» **TASK STATEMENT**
Please give the count of lines below with the string "MOBO" in them, and no other words.

Dataset records
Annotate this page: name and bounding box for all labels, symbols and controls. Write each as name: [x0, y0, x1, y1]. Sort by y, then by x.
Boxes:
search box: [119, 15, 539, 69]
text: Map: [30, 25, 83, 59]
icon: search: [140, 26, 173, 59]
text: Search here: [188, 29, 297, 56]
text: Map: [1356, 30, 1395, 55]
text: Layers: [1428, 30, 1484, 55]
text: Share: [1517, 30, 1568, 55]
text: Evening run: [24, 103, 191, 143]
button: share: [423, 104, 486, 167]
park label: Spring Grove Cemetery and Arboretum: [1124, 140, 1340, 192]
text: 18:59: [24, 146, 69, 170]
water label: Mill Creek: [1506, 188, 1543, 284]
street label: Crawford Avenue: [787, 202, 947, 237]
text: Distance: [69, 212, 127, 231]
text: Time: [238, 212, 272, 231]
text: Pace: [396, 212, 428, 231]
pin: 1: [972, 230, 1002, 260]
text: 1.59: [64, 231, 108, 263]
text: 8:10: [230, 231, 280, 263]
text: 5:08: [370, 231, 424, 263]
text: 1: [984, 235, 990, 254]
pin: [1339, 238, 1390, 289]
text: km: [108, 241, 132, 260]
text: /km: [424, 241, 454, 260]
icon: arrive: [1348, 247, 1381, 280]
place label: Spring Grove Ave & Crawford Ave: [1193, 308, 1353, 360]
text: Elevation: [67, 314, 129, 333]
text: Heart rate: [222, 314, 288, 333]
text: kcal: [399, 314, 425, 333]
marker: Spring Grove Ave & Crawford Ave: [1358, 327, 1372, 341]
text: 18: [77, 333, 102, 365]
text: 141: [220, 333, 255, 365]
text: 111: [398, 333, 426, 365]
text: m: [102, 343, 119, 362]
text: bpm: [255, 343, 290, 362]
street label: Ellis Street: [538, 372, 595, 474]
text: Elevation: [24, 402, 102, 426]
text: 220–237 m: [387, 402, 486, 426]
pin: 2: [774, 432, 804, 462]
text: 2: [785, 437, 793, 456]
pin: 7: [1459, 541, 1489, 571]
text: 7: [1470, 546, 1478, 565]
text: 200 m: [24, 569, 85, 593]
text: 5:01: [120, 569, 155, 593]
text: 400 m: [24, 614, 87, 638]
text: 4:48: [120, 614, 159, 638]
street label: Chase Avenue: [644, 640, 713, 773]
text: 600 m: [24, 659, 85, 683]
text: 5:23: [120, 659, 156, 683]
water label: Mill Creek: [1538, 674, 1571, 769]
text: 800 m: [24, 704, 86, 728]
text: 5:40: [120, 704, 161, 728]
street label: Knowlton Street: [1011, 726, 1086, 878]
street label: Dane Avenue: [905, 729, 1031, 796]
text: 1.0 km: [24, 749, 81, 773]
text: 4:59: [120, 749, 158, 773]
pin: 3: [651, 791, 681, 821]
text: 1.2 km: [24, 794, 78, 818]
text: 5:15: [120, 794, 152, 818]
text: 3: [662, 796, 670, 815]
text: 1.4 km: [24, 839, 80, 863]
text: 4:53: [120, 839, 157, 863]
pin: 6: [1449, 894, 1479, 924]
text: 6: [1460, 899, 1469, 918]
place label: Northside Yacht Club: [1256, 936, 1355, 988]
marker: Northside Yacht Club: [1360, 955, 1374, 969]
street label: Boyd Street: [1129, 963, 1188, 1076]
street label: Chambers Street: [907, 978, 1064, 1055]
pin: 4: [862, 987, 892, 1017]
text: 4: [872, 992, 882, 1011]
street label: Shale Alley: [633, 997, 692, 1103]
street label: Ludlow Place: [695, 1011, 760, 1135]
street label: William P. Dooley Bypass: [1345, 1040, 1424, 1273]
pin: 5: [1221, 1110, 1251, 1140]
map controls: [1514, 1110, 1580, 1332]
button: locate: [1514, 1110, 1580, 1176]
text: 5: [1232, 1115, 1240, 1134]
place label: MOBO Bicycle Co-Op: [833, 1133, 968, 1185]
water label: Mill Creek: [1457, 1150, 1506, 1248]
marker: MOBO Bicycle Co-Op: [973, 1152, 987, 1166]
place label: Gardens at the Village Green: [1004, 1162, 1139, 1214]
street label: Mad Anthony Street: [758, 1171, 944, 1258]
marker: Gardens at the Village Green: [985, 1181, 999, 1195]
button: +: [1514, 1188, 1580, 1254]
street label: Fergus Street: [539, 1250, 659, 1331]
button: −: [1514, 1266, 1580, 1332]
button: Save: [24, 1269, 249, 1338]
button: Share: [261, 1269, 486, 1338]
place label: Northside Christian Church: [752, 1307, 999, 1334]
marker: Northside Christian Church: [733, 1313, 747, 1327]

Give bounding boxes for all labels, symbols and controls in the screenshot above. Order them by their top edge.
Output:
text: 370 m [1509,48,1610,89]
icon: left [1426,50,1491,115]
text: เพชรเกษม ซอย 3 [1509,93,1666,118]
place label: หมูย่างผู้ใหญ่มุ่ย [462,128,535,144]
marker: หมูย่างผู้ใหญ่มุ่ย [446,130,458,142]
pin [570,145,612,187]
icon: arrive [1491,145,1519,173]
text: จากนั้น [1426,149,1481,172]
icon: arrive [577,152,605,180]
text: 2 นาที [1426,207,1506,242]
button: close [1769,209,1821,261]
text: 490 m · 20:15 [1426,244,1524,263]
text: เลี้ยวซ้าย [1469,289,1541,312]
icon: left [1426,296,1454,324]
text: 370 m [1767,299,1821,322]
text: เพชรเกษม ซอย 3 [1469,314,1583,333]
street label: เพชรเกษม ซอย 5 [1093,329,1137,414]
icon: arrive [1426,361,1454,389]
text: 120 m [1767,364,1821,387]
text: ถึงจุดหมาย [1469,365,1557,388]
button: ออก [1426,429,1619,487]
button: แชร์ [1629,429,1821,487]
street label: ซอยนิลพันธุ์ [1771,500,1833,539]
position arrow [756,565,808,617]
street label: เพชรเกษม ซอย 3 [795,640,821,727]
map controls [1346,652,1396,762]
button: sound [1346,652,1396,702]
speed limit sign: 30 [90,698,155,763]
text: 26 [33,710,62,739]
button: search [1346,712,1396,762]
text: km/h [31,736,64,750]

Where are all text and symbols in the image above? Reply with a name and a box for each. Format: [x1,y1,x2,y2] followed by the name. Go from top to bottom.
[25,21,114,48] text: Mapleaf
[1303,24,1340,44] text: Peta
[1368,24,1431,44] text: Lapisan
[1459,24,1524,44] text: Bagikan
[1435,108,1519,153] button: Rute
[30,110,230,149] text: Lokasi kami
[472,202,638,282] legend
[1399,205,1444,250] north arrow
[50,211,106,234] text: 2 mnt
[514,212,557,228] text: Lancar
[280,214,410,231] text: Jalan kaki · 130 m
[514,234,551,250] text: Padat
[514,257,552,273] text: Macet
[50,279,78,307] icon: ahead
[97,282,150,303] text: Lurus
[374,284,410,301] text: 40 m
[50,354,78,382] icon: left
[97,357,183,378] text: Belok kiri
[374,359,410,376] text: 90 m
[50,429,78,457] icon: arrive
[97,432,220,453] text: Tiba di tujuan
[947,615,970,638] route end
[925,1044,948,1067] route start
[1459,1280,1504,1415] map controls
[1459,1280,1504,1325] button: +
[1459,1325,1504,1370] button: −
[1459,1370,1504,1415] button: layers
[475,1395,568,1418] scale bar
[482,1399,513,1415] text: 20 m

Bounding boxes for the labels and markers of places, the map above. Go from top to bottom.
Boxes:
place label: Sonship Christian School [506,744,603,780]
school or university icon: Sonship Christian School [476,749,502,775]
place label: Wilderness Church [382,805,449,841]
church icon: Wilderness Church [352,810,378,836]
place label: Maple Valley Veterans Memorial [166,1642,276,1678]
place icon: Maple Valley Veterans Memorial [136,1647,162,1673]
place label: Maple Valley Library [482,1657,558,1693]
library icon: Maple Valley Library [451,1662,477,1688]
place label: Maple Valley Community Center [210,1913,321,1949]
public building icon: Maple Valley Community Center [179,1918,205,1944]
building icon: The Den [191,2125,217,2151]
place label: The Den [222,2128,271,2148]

» **ANSWER BELOW**
2